Work item
Copy every line of the records below that holds the word "width".

Collection entries:
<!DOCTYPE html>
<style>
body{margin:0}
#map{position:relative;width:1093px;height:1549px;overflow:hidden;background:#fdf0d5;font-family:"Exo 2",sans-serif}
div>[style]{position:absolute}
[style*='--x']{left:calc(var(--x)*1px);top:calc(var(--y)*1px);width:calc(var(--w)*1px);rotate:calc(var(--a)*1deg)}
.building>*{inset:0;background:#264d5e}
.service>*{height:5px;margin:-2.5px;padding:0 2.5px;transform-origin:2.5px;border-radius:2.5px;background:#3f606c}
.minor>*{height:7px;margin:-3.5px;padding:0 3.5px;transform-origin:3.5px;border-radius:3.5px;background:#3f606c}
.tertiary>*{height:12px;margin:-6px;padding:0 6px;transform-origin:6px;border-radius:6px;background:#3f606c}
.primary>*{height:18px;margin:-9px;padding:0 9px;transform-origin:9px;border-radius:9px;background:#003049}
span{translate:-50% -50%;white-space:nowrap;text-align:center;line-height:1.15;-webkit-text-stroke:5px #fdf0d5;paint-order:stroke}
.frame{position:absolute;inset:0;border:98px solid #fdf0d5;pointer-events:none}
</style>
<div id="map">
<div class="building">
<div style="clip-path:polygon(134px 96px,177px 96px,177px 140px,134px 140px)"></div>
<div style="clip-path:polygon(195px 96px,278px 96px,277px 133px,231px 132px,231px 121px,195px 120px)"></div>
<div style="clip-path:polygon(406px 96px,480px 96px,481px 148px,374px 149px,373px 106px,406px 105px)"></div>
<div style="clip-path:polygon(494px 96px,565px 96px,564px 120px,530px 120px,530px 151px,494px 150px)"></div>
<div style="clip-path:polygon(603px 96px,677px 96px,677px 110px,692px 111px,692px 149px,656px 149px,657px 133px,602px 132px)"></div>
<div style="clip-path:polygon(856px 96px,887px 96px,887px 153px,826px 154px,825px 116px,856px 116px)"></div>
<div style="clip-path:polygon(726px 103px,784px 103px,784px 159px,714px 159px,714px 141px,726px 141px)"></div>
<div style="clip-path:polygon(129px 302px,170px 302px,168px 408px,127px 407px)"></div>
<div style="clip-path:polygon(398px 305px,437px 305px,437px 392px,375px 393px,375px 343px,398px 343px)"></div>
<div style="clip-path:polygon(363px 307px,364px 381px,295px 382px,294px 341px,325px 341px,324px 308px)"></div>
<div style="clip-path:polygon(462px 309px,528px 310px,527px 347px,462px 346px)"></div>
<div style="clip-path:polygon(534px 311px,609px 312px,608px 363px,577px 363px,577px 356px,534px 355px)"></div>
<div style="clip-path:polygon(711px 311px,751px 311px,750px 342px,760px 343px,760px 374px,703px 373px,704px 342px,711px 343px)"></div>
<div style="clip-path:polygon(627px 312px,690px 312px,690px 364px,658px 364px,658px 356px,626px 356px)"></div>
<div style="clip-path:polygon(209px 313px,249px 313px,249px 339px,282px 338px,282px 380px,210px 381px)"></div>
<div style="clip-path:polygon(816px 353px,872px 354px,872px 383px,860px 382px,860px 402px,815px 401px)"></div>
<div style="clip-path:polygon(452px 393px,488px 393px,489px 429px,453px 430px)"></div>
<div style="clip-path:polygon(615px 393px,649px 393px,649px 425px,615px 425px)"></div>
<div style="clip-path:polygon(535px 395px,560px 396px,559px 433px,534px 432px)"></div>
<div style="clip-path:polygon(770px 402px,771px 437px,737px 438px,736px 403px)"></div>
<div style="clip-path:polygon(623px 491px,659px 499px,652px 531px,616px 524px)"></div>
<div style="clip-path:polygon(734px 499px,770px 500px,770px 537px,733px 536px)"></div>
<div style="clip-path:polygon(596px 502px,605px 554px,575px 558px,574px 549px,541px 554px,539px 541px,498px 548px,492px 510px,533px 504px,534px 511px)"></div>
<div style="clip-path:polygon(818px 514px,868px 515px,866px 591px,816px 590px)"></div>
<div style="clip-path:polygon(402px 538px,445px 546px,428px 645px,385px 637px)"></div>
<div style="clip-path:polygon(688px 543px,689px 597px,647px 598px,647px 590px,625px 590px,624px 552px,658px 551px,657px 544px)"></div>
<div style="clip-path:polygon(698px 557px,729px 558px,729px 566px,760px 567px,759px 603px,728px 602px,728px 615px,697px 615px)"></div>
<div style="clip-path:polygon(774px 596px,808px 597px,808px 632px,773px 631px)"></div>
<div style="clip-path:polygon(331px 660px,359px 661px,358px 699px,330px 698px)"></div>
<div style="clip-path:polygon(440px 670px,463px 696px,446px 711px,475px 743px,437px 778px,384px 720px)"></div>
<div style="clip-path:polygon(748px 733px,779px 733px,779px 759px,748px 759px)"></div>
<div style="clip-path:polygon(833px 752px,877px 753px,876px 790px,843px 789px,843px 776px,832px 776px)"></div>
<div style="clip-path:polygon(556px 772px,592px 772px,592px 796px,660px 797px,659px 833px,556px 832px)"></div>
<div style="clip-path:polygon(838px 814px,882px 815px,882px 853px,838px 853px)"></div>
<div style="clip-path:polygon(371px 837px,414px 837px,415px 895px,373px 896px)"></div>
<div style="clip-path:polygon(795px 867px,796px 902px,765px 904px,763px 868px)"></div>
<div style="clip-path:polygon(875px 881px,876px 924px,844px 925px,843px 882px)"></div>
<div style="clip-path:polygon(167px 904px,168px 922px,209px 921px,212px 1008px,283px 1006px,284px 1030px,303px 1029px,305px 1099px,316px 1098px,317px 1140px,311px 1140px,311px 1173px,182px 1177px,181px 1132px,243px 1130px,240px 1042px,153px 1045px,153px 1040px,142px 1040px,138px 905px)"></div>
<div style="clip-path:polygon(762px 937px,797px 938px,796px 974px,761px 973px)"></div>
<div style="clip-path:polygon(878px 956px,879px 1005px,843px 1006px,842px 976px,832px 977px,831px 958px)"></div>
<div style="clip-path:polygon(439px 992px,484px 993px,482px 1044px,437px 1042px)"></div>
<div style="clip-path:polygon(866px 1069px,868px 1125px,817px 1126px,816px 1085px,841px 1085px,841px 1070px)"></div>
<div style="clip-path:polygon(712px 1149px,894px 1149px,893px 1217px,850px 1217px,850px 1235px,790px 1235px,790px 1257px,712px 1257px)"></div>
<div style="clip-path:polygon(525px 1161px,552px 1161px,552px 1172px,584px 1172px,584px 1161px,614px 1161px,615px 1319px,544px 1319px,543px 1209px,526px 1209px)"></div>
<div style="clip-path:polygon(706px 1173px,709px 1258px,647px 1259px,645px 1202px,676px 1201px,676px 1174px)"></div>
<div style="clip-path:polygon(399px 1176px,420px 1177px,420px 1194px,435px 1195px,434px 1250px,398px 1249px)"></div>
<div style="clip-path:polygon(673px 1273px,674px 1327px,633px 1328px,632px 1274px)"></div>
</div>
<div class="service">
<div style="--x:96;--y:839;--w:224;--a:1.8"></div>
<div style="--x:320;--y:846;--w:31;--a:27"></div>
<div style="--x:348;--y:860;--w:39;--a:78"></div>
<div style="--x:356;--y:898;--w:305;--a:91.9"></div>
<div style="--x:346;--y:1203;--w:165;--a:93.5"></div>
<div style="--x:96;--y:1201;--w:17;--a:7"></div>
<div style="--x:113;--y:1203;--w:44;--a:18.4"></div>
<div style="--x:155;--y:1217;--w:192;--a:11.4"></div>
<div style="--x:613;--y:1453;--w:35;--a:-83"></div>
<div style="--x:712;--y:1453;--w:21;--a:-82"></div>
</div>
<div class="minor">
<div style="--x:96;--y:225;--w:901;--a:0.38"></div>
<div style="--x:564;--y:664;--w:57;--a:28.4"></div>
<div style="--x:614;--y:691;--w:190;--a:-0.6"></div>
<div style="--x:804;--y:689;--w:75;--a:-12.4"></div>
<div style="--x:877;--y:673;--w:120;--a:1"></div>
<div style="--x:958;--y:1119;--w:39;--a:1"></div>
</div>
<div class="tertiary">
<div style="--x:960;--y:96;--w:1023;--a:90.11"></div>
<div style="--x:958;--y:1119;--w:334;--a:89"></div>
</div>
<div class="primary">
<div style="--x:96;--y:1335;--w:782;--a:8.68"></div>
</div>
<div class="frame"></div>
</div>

Written solution
#map{position:relative;width:1093px;height:1549px;overflow:hidden;background:#fdf0d5;font-family:"Exo 2",sans-serif}
[style*='--x']{left:calc(var(--x)*1px);top:calc(var(--y)*1px);width:calc(var(--w)*1px);rotate:calc(var(--a)*1deg)}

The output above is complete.